▶ INPUT RECORDS:
- Opening Delimiter -

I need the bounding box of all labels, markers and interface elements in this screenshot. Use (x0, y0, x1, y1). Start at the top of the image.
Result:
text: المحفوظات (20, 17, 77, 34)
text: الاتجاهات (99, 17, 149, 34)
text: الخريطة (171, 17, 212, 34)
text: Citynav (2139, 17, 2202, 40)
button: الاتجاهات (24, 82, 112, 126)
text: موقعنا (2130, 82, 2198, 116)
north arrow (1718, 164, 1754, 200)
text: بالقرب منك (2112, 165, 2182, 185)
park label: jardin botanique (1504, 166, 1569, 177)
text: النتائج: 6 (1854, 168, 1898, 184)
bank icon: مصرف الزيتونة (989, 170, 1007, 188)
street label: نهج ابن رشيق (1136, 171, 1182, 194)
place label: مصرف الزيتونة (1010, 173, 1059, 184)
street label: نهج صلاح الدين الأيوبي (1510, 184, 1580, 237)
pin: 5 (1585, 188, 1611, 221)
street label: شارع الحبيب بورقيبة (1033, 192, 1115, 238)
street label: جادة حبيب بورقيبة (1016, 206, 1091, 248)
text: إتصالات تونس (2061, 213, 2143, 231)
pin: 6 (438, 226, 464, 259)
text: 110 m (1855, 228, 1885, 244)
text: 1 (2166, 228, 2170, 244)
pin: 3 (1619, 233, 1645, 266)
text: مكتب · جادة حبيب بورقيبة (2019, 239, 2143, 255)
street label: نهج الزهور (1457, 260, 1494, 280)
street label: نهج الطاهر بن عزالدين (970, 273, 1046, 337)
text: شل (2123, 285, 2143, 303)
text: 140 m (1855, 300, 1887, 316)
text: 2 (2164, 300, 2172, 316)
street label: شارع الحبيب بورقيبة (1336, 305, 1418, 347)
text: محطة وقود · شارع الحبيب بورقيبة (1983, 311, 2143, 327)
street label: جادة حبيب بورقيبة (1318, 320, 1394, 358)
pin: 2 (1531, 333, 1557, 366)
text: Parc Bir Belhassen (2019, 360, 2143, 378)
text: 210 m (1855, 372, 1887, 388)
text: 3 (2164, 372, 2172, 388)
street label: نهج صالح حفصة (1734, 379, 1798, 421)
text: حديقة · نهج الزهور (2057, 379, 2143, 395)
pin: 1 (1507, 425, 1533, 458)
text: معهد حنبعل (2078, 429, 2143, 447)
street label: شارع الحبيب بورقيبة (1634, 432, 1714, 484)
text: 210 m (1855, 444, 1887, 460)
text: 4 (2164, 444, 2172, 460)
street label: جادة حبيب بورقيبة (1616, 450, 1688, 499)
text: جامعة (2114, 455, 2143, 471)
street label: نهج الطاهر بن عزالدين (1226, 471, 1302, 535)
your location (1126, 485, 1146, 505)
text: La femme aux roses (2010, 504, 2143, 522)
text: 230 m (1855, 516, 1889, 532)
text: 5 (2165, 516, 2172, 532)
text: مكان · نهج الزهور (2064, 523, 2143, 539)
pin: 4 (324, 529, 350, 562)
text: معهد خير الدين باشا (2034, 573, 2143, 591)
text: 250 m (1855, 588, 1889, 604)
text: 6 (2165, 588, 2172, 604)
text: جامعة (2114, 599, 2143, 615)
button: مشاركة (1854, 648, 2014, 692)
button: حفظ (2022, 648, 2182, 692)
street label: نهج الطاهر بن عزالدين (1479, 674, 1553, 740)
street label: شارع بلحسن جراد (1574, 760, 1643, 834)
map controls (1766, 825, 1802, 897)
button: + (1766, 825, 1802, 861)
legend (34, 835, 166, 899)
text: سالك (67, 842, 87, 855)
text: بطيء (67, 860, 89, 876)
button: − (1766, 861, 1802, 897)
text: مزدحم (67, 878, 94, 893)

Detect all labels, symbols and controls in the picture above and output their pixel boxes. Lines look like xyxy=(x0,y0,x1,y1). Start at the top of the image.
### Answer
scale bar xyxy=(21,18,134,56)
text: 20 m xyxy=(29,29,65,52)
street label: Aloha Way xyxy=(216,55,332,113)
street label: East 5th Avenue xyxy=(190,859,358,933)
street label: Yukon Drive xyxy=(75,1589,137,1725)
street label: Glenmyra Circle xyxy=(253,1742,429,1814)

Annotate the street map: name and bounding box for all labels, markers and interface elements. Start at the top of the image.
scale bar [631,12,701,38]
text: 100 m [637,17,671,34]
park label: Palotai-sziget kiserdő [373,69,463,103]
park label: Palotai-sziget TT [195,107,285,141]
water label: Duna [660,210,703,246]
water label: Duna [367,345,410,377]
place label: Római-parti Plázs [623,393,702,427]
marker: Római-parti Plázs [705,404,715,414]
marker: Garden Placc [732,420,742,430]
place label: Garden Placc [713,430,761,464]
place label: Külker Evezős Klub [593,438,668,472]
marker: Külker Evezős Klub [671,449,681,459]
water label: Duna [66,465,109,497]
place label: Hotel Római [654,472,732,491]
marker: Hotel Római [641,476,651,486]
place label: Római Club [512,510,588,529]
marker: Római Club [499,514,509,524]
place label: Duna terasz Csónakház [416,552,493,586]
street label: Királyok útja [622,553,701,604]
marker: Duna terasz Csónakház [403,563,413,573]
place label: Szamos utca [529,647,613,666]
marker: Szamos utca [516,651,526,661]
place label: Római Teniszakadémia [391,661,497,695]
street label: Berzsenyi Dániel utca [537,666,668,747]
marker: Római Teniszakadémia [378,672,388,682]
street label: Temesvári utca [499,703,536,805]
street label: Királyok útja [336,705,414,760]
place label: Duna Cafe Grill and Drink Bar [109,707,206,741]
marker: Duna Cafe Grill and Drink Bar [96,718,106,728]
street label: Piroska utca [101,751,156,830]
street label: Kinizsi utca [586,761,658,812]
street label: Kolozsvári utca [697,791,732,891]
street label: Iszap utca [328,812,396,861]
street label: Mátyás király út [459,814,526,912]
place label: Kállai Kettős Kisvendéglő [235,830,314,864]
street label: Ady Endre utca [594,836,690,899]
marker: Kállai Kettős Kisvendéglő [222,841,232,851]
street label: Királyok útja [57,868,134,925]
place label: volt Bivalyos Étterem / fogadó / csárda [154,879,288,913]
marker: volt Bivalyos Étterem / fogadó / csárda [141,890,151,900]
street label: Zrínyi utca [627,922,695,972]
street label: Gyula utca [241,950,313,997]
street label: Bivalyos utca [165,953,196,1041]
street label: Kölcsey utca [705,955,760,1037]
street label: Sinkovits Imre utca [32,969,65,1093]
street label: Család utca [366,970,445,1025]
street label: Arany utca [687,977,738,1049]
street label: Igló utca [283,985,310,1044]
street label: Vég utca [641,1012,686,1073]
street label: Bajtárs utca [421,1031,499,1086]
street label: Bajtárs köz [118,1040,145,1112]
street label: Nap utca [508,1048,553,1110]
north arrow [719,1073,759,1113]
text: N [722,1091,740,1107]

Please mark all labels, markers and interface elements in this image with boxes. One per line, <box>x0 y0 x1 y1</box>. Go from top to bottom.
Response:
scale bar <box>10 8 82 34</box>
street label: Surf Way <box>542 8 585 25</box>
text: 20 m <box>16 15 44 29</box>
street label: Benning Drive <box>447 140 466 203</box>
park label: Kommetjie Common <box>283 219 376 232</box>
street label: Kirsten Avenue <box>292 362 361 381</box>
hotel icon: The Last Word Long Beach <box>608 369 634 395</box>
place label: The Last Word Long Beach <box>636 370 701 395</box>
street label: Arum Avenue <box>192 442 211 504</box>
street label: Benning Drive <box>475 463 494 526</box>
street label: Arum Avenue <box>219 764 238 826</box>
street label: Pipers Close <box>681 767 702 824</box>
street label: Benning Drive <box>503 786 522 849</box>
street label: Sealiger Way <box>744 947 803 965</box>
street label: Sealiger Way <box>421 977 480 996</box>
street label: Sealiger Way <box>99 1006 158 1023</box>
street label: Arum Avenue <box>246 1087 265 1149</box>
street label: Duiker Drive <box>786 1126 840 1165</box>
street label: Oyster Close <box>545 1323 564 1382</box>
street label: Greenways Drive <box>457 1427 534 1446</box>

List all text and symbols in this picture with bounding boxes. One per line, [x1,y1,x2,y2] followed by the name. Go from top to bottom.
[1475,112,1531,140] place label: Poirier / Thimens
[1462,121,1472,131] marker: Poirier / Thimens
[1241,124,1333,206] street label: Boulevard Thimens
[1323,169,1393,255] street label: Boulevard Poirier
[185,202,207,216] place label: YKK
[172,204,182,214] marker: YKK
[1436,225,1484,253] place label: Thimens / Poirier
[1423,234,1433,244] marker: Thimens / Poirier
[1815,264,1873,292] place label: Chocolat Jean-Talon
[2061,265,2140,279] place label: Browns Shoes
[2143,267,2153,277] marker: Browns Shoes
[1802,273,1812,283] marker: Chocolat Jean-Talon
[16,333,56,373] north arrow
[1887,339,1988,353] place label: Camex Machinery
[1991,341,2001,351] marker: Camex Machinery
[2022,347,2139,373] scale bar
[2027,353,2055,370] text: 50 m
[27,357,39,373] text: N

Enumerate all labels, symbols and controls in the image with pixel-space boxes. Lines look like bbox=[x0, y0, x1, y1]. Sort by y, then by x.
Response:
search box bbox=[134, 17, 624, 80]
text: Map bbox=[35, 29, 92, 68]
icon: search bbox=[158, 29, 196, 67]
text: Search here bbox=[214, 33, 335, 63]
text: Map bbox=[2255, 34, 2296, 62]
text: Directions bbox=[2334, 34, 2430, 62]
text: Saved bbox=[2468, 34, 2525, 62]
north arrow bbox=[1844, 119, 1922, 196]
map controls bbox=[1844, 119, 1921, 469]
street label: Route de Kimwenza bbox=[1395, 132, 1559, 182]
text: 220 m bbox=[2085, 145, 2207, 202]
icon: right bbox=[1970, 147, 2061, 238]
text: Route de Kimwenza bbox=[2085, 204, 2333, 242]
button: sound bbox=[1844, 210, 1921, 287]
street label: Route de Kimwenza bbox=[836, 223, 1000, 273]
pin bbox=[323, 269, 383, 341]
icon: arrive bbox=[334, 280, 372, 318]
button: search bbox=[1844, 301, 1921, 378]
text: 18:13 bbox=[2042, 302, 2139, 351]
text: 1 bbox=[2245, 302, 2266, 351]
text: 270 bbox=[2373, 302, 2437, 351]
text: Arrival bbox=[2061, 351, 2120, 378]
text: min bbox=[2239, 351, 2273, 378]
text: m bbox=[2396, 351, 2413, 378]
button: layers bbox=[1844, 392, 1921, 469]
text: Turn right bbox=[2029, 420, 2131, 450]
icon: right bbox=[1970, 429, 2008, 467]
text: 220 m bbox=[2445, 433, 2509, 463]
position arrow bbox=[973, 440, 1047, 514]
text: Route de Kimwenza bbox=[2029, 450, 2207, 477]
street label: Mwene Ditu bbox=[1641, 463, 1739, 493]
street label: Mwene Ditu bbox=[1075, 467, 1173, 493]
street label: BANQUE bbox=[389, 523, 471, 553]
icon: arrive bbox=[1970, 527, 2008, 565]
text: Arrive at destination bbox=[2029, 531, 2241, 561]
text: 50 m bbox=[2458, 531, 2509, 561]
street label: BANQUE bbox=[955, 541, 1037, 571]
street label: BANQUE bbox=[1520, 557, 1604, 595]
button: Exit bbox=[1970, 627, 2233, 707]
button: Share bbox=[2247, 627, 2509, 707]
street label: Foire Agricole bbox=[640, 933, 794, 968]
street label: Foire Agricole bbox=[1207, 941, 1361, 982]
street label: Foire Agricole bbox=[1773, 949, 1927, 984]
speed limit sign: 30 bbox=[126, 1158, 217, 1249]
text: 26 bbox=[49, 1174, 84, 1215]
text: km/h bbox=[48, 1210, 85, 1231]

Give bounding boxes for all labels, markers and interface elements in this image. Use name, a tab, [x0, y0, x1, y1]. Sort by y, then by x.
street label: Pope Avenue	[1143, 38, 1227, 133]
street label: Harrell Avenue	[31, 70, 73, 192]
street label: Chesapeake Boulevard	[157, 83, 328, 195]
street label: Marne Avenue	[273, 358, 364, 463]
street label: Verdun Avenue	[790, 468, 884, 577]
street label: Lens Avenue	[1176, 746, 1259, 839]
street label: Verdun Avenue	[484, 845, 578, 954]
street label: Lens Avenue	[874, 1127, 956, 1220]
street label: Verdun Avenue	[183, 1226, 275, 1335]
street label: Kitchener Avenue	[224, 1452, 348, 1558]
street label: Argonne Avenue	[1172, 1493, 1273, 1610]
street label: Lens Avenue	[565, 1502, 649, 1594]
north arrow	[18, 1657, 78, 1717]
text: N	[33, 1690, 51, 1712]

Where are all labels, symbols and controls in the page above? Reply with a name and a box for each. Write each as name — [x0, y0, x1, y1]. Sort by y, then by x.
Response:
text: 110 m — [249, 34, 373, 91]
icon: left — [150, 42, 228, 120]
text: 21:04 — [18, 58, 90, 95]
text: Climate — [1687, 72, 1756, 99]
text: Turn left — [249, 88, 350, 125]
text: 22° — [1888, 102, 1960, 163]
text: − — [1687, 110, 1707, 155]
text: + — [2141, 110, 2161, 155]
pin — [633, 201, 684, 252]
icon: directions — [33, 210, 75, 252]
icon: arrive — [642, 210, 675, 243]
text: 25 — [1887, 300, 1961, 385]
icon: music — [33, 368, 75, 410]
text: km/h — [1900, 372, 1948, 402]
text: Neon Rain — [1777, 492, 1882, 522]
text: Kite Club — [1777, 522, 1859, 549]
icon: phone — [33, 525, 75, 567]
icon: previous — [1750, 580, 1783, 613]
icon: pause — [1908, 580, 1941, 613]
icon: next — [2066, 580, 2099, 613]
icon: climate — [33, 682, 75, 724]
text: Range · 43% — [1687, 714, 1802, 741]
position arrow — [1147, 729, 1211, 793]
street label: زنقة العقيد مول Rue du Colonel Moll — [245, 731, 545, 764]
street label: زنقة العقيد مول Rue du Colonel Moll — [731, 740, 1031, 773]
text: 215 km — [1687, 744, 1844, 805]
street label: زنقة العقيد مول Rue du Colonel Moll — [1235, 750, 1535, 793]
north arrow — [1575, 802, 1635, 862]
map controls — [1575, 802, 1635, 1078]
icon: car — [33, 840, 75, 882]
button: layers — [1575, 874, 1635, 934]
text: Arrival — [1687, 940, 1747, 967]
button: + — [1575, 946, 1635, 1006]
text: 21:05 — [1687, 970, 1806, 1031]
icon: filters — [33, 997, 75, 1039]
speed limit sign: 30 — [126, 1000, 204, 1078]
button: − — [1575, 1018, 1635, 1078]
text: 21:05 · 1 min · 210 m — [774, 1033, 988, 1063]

- Closing Delimiter -

▶ THE PROBLEM:
Report how many lines of the data contain the word "Duna", using the number alone.

▶ ANSWER TO THE EXERCISE:
7